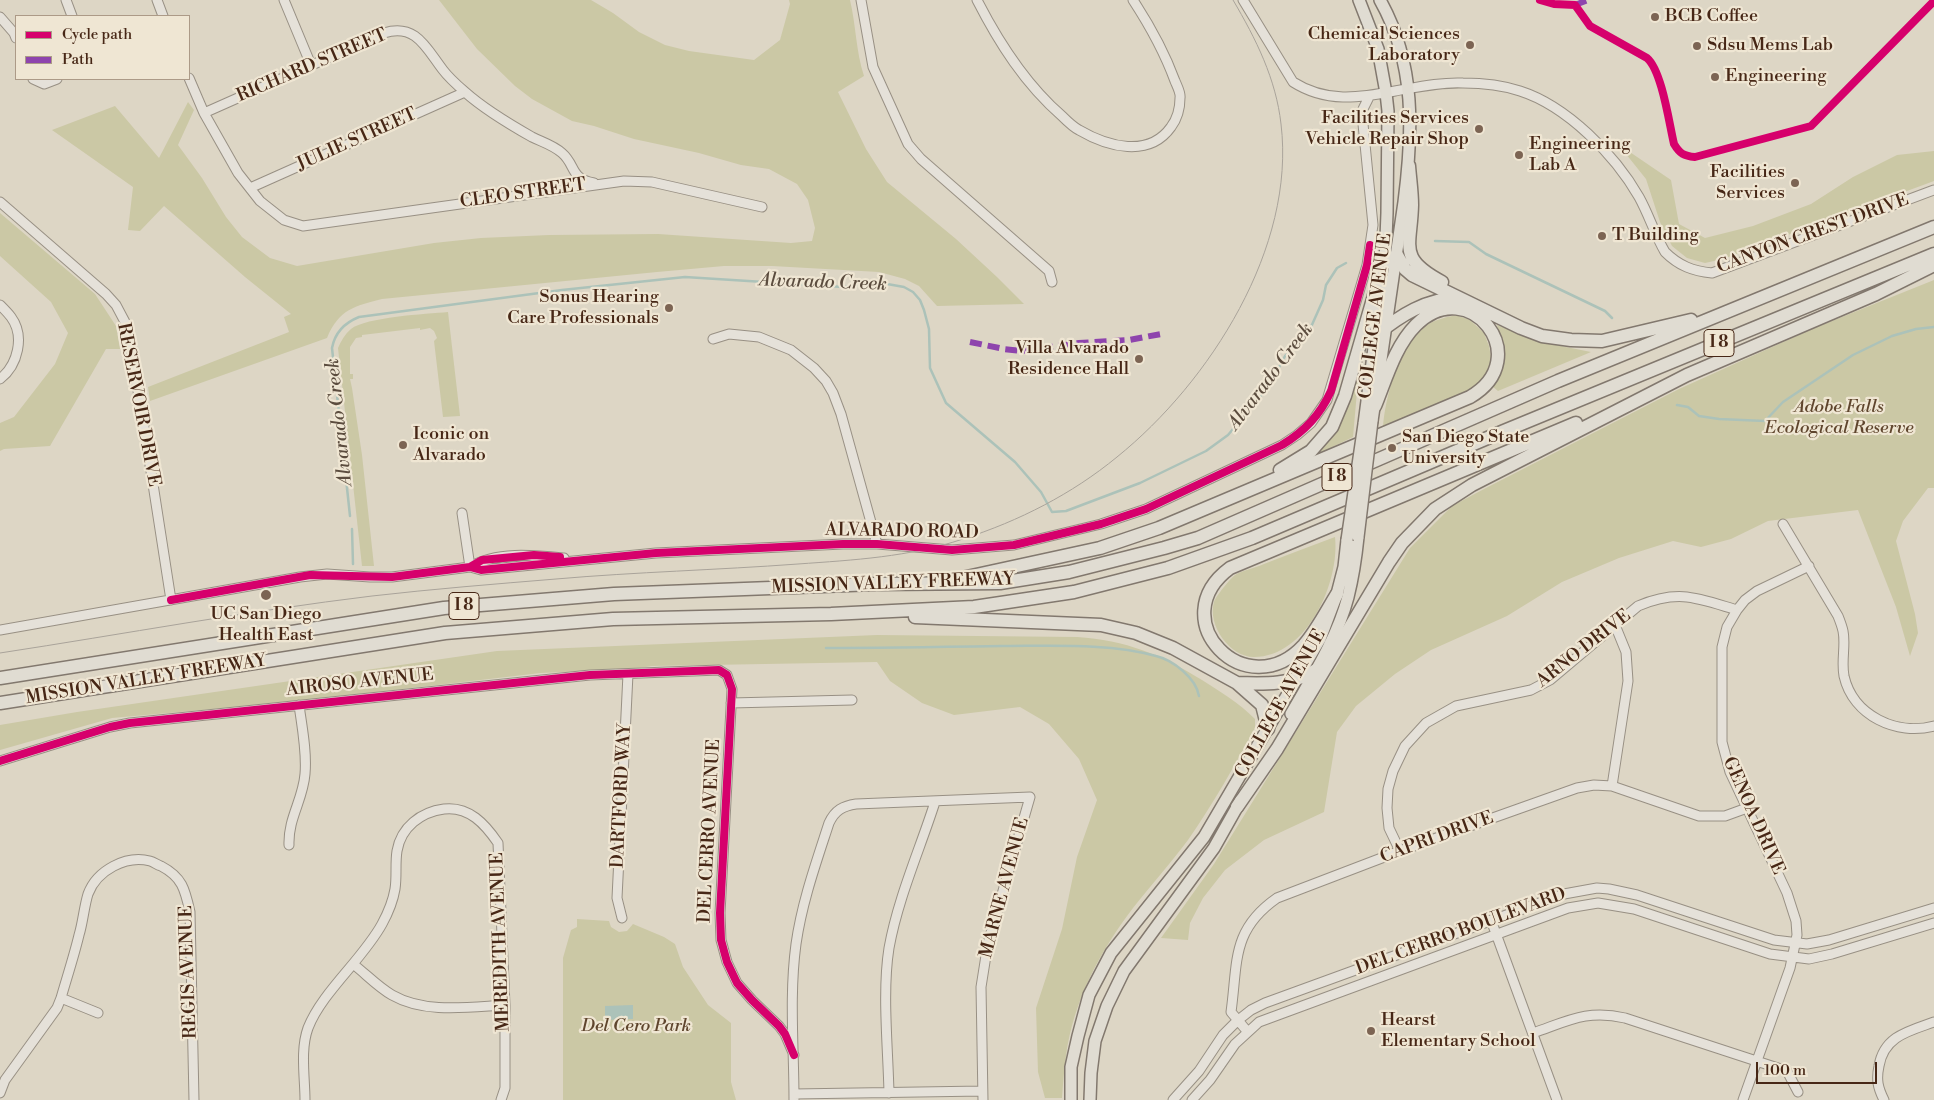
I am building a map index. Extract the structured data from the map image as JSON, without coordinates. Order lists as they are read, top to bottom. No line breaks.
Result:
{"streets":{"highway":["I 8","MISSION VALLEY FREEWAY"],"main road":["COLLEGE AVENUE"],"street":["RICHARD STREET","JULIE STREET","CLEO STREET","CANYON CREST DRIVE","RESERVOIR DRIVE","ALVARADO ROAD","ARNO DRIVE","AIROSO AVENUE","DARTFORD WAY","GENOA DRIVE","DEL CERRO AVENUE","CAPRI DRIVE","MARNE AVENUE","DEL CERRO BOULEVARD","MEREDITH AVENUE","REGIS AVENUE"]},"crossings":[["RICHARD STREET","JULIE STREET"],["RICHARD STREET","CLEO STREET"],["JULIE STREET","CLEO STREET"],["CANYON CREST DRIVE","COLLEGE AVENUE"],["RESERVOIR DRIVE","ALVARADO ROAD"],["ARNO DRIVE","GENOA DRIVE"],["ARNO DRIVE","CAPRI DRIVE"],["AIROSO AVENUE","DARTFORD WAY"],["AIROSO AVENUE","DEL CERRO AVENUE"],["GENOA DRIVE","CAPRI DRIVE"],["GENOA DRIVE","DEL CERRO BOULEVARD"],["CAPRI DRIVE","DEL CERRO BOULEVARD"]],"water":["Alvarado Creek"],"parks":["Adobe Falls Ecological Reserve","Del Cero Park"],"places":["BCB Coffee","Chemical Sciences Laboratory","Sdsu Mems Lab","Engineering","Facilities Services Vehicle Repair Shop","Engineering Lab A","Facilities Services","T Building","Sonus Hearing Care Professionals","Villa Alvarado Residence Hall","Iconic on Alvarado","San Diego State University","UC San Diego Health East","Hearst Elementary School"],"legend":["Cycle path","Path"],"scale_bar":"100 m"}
-------------------------
* TASK GOAL *
With pictures excluded, output the listing above exactly as it stands.

* ANSWER SPACE *
I am building a map index. Extract the structured data from the map image as JSON, without coordinates. Order lists as they are read, top to bottom. No line breaks.
Result:
{"streets":{"highway":["I 8","MISSION VALLEY FREEWAY"],"main road":["COLLEGE AVENUE"],"street":["RICHARD STREET","JULIE STREET","CLEO STREET","CANYON CREST DRIVE","RESERVOIR DRIVE","ALVARADO ROAD","ARNO DRIVE","AIROSO AVENUE","DARTFORD WAY","GENOA DRIVE","DEL CERRO AVENUE","CAPRI DRIVE","MARNE AVENUE","DEL CERRO BOULEVARD","MEREDITH AVENUE","REGIS AVENUE"]},"crossings":[["RICHARD STREET","JULIE STREET"],["RICHARD STREET","CLEO STREET"],["JULIE STREET","CLEO STREET"],["CANYON CREST DRIVE","COLLEGE AVENUE"],["RESERVOIR DRIVE","ALVARADO ROAD"],["ARNO DRIVE","GENOA DRIVE"],["ARNO DRIVE","CAPRI DRIVE"],["AIROSO AVENUE","DARTFORD WAY"],["AIROSO AVENUE","DEL CERRO AVENUE"],["GENOA DRIVE","CAPRI DRIVE"],["GENOA DRIVE","DEL CERRO BOULEVARD"],["CAPRI DRIVE","DEL CERRO BOULEVARD"]],"water":["Alvarado Creek"],"parks":["Adobe Falls Ecological Reserve","Del Cero Park"],"places":["BCB Coffee","Chemical Sciences Laboratory","Sdsu Mems Lab","Engineering","Facilities Services Vehicle Repair Shop","Engineering Lab A","Facilities Services","T Building","Sonus Hearing Care Professionals","Villa Alvarado Residence Hall","Iconic on Alvarado","San Diego State University","UC San Diego Health East","Hearst Elementary School"],"legend":["Cycle path","Path"],"scale_bar":"100 m"}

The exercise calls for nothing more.